Ce vendredi 8 mai, la zone de secours Luxembourg a procédé à un exercice grandeur nature sur les hauteurs de l'église St Martin. Un scénario taillé sur mesure pour le groupe de reconnaissance et d'intervention en milieau périlleux, le GRIMP. 

Mobilisation générale en fin d'après-midi au pied de l'église St Martin qui a vu débarquer plusieurs véhicules de pompiers et des ambulanciers. Un exercice grandeur nature pour mettre à l'épreuve les compétences des équipes mais également leurs capacités physiques. Car c'est entre 80 et 100 mètres de haut que se jouait l'exercice, que commente pour nous Olivier Leyder, conseiller technique du Groupe de reconnaissance et d'intervention en milieux périlleux pour la zone de secours Luxembourg.

"À la base, on a une seule victime, un maçon qui a été blessé par une fausse manœuvre du grutier. Ils ont juste ça comme info. Une fois que le premier chef d'équipe arrive, une personne de chez Galère lui signale qu'il n'a plus de nouvelles du grutier. Et donc là, il s'aperçoit qu'il y a une deuxième victime sur un deuxième site complètement différent et encore un peu plus haut". 

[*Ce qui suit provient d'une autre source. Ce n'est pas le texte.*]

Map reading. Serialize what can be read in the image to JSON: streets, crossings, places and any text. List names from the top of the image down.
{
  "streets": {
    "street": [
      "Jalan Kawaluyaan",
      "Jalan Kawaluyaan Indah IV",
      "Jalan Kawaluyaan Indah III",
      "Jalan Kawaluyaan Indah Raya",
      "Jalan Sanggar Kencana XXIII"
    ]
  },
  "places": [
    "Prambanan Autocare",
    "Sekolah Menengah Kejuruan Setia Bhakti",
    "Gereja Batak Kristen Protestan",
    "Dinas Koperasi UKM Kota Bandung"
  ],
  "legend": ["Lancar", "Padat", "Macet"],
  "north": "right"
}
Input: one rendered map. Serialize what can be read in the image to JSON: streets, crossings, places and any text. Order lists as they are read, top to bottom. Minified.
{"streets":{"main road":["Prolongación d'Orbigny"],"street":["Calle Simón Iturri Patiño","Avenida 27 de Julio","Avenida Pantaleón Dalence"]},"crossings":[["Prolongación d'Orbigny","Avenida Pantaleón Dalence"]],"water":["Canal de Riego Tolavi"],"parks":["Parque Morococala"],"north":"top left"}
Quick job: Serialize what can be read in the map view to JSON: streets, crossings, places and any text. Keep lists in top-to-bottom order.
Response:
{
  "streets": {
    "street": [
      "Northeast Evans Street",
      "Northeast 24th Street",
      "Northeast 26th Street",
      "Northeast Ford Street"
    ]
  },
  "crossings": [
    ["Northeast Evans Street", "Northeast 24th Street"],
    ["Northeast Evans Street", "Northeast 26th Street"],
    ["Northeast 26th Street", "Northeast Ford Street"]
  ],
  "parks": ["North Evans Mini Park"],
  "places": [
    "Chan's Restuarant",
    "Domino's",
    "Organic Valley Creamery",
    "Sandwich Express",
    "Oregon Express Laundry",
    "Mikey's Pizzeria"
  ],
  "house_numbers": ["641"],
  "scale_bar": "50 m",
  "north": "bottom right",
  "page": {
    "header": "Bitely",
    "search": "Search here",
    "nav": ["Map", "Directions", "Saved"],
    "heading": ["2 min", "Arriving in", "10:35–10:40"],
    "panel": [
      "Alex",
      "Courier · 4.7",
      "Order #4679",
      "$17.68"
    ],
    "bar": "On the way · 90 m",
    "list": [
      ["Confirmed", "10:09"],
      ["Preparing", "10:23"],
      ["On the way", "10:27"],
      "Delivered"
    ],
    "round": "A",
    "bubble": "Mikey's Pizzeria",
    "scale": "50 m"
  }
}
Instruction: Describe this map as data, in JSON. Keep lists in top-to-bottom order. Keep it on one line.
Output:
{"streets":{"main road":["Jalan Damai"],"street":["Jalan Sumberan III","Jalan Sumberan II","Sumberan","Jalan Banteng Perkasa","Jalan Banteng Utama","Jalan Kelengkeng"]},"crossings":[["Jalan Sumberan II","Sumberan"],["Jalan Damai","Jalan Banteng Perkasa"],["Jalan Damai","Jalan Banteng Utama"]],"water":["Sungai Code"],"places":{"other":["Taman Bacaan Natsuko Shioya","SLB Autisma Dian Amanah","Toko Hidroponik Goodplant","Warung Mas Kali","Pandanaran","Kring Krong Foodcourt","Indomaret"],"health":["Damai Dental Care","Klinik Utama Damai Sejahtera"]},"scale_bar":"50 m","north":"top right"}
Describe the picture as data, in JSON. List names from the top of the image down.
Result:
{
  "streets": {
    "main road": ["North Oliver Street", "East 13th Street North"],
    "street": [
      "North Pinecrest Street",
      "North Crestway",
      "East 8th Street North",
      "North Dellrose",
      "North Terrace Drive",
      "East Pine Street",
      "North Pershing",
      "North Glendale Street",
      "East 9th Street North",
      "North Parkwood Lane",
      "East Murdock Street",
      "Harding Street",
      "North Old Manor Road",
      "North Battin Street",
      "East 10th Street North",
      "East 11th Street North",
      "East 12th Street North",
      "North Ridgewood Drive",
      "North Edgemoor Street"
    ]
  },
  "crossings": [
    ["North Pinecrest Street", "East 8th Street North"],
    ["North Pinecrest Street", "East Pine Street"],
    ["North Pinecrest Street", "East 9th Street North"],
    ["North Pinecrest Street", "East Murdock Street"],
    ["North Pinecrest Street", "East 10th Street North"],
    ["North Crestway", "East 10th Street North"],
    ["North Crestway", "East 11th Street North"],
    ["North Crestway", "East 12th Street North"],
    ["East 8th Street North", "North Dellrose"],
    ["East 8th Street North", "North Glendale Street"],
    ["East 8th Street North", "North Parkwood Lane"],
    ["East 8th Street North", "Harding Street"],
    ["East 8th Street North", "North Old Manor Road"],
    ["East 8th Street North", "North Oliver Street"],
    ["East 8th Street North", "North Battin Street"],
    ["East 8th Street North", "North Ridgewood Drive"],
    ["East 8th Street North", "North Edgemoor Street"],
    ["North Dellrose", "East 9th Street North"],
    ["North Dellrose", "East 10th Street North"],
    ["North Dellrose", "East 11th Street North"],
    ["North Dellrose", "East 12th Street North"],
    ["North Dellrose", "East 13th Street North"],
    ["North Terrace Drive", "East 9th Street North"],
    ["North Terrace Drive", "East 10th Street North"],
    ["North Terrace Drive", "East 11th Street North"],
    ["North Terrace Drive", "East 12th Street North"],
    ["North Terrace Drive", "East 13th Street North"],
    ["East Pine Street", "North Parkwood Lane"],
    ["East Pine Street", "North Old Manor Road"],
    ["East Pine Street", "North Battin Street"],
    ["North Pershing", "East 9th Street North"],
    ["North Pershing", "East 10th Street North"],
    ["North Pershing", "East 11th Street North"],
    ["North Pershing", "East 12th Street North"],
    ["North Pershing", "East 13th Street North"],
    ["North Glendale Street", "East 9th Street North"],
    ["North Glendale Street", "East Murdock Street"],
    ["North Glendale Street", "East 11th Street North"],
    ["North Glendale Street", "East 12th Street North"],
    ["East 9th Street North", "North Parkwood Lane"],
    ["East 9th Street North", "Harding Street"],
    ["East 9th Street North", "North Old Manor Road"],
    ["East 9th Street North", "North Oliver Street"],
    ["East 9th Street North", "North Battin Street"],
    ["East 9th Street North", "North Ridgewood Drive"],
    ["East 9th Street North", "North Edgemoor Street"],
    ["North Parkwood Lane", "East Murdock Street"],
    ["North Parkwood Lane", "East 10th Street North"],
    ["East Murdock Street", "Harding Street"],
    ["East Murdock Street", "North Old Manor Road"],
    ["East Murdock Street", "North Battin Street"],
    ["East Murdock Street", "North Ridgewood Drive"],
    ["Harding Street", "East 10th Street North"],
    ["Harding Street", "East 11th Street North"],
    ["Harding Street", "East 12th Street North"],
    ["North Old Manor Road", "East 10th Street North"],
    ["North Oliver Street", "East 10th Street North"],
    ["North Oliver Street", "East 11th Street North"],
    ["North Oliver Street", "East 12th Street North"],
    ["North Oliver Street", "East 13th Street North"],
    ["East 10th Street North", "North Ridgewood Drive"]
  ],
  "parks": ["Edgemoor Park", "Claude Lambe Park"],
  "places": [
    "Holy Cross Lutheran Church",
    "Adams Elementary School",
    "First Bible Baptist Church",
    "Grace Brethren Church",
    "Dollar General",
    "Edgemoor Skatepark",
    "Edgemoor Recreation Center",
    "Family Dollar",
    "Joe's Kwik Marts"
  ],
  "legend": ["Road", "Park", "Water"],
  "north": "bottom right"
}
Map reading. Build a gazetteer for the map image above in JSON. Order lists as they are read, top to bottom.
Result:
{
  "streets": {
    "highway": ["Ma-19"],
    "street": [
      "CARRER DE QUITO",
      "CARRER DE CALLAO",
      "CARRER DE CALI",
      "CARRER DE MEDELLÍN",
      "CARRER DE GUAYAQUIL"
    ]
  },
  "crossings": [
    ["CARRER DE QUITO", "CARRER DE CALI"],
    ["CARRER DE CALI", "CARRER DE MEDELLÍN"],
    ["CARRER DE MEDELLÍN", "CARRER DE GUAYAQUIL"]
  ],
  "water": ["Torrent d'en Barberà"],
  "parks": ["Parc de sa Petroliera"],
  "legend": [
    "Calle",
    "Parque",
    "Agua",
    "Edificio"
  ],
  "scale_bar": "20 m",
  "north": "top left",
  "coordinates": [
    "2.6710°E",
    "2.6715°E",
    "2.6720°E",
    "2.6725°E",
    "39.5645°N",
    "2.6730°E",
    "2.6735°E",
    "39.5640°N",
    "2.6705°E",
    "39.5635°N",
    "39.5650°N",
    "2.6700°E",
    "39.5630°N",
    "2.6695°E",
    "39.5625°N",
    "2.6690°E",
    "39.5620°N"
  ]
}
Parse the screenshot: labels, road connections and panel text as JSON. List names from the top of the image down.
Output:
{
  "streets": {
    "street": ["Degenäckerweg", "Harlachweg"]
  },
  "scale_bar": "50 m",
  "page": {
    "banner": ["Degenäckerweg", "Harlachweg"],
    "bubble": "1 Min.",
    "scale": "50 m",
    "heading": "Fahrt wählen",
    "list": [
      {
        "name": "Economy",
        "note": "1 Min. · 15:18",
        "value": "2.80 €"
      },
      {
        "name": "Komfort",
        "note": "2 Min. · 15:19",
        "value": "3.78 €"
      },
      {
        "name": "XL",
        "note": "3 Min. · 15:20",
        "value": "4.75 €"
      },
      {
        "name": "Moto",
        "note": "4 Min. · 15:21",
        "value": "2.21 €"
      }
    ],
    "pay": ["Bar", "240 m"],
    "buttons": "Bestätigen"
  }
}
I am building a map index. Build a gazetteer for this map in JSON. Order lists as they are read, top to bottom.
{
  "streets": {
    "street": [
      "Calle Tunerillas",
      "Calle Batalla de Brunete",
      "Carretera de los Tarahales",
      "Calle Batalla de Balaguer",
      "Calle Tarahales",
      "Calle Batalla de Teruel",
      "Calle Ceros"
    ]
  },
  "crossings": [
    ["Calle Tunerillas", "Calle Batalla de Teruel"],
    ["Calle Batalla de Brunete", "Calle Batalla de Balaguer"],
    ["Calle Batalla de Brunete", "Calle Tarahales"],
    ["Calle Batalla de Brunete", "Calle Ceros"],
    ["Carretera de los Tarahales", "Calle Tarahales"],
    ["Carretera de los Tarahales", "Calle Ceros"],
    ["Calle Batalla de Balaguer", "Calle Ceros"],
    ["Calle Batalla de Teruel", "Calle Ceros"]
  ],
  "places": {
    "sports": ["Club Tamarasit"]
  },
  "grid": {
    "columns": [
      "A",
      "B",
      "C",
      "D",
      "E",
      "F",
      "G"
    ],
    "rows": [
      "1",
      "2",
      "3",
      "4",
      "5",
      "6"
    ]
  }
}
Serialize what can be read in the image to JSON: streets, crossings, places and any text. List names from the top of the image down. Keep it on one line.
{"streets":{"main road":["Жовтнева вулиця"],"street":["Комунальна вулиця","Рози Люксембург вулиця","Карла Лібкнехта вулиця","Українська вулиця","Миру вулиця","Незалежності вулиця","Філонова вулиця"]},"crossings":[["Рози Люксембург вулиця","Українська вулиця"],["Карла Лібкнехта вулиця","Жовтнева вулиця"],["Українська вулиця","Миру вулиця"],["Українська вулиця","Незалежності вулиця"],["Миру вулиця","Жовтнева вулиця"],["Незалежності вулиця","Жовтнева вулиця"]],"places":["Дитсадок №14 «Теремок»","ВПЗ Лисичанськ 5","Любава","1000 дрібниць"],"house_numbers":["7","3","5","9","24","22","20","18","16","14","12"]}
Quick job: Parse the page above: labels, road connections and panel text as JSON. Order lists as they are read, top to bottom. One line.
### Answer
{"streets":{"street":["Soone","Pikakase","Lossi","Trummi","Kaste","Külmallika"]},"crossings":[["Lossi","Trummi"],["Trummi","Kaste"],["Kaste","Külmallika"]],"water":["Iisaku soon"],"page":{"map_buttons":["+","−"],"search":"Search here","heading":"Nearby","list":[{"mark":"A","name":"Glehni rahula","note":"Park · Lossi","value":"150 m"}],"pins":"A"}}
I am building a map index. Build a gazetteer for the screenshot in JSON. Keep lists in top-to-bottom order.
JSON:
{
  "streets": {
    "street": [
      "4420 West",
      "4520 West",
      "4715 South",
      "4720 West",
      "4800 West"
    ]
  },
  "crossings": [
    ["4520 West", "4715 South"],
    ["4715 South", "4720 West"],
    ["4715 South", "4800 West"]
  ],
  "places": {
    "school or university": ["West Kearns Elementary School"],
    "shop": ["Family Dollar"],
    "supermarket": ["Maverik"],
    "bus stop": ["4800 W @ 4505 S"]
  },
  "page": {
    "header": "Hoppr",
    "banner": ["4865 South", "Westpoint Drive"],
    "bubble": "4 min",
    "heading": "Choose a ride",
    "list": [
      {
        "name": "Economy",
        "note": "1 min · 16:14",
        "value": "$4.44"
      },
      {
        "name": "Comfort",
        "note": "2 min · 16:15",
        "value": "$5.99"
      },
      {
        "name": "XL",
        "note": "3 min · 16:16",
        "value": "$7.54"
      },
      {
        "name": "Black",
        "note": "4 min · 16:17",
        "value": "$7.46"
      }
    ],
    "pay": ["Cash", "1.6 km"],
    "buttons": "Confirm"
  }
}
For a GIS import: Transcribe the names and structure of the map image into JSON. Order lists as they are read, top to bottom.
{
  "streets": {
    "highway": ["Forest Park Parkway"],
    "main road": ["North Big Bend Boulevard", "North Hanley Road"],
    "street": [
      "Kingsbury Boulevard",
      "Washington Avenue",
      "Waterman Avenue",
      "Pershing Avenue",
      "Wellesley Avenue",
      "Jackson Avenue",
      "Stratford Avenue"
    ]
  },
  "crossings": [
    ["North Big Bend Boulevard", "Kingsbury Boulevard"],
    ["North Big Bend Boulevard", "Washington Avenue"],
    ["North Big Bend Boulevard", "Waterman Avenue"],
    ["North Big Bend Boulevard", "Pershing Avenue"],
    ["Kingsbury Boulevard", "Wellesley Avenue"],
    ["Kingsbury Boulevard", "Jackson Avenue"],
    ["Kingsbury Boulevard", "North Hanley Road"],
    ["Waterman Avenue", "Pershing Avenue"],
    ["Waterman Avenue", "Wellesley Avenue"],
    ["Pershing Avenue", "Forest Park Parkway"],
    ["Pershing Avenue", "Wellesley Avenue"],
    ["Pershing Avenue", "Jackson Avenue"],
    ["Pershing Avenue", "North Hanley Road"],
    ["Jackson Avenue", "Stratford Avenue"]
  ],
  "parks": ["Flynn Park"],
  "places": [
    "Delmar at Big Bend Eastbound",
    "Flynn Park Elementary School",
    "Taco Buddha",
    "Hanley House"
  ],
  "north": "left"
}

Parce que là, en l'occurrence, la cabine du grutier est à 105 mètres de hauteur, c'est cela? 

"Oui, c'est plus ou moins 105 mètres de hauteur et je pense que les premiers sont à 60 mètres de hauteur sur la voûte de l'église".

Et pour compliquer les choses, il n'y a pas d'électricité... Donc ça veut dire qu'il faut grimper par les échafaudages avec l'équipement ?

"Exactement, tout à fait. On ne va pas dans le facile. Donc là, le lift n'est pas opérationnel. Ils sont obligés effectivement de monter par tous les escaliers de l'échafaudage ou par les escaliers, et par l'échelle de la grue".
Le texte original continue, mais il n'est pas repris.